Of course, his nonchalance just makes us that much more eager. Finally—and under his blasé expression, he’s obviously excited, too—Father agrees: “OK, OK—I’ll take you up.”
We start in the darkened west hallway, where the guys always meet when they serve Mass. Father punches in the security code, lighting up the numbers with a blue toy flashlight with a pink pig’s head that oinks. He throws a switch and takes us down the center aisle, into the nave.
“Here is the spot we’ll be right above,” he says, pointing to the number 143 inlaid in green stone on the floor. “Look up.”
We crane our necks to see the inner roof of the main dome, closest to the altar.
“When we get far enough, we’ll look down on this spot through one of the holes in which those lights are set. If we were to drop our friend Richard through one of those ... ”Everyone laughs, including Richard, who’s brought water and beer in a backpack cooler. “Where we’re standing,” Father resumes, “is where he would go splat, 143 feet from the ceiling.”
Through a hidden door, upstairs and down the gallery that the choir files along every Sunday we pass to reach a second hidden door, a second set of stairs.

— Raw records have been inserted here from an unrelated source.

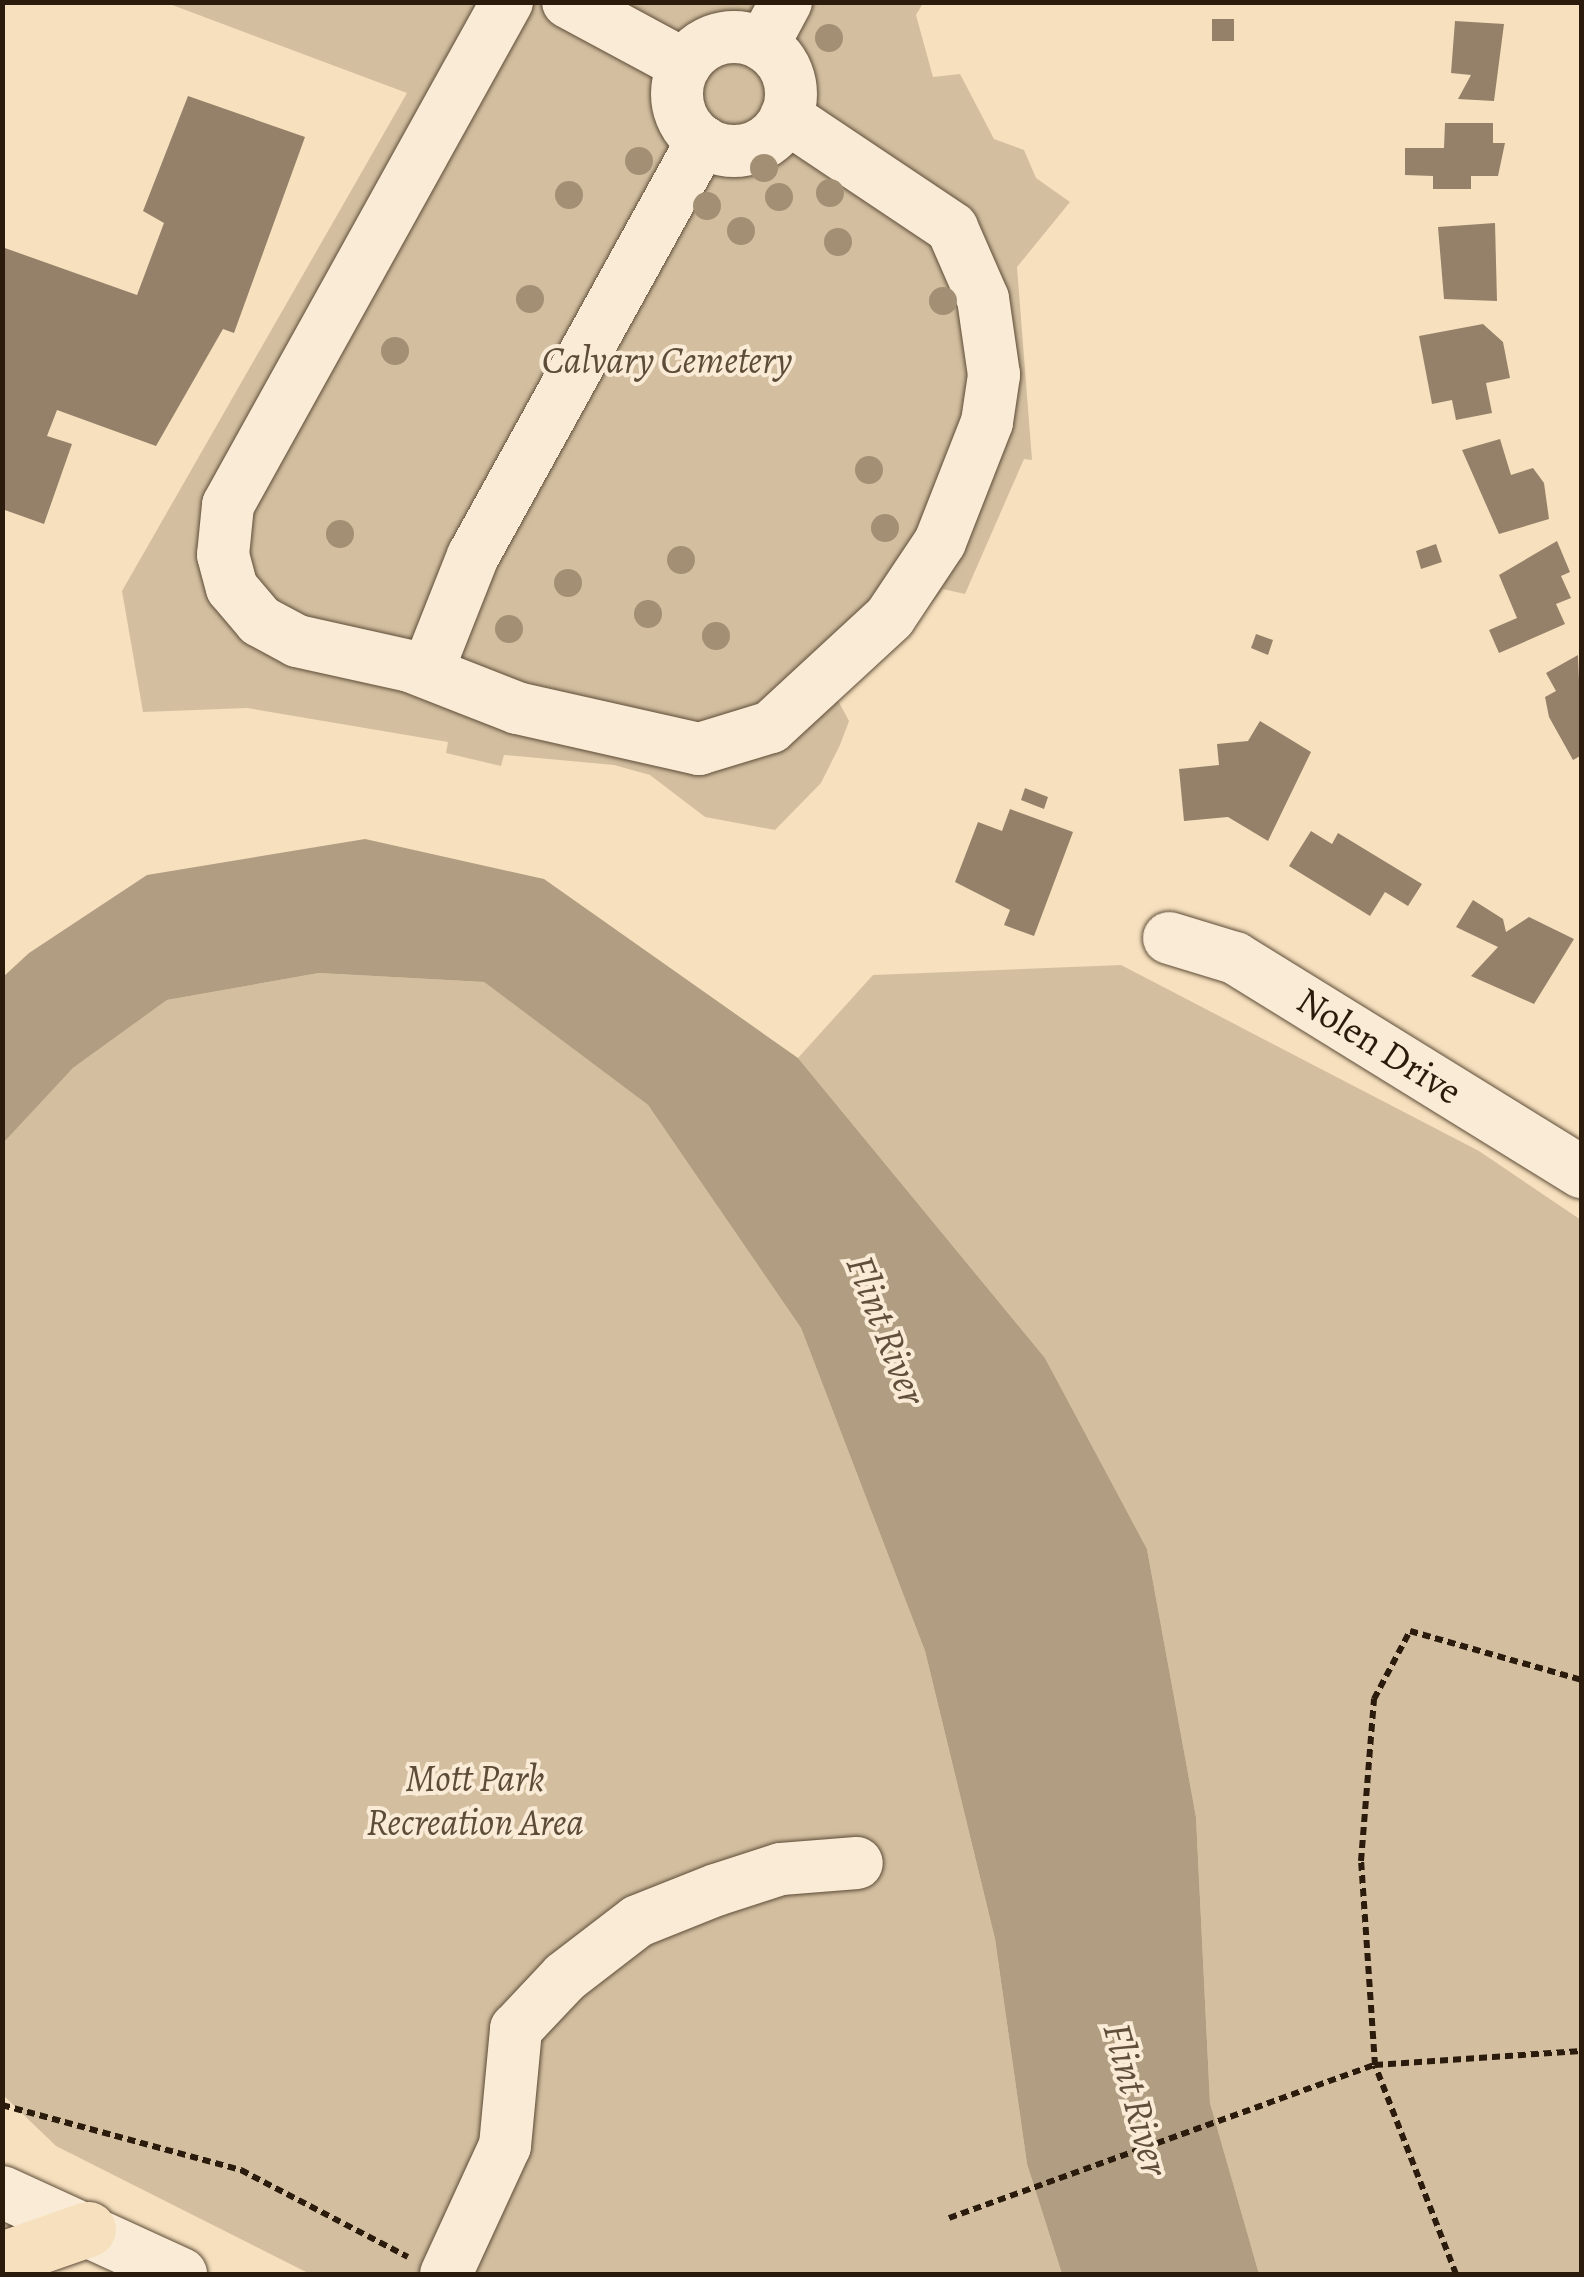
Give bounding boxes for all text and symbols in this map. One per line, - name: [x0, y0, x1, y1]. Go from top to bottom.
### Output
- park label: Calvary Cemetery: [542, 338, 792, 384]
- street label: Nolen Drive: [1288, 978, 1470, 1114]
- water label: Flint River: [836, 1249, 936, 1411]
- park label: Mott Park Recreation Area: [366, 1756, 584, 1846]
- water label: Flint River: [1093, 2017, 1179, 2181]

We begin to notice, as we climb a shivering metal Slinky of steps, where people have signed the bare brown inner walls in chalk.
“You’ll see hundreds of them when we start to get really high,” Father says. “People like to prove they’ve done this. I brought some nuns up here once who drew chalk pictures of themselves in full habit.”
One of the girls gets scared on the wobbling spiral stairs. Father is gentle and apologetic as he leads her back to the ground, but when he meets us again, in a wide room at the top of the stairs, he admits that it’s probably better that she didn’t go on: “If that worried her, I don’t know how she’d have handled the wooden ladders that date back to 1912.”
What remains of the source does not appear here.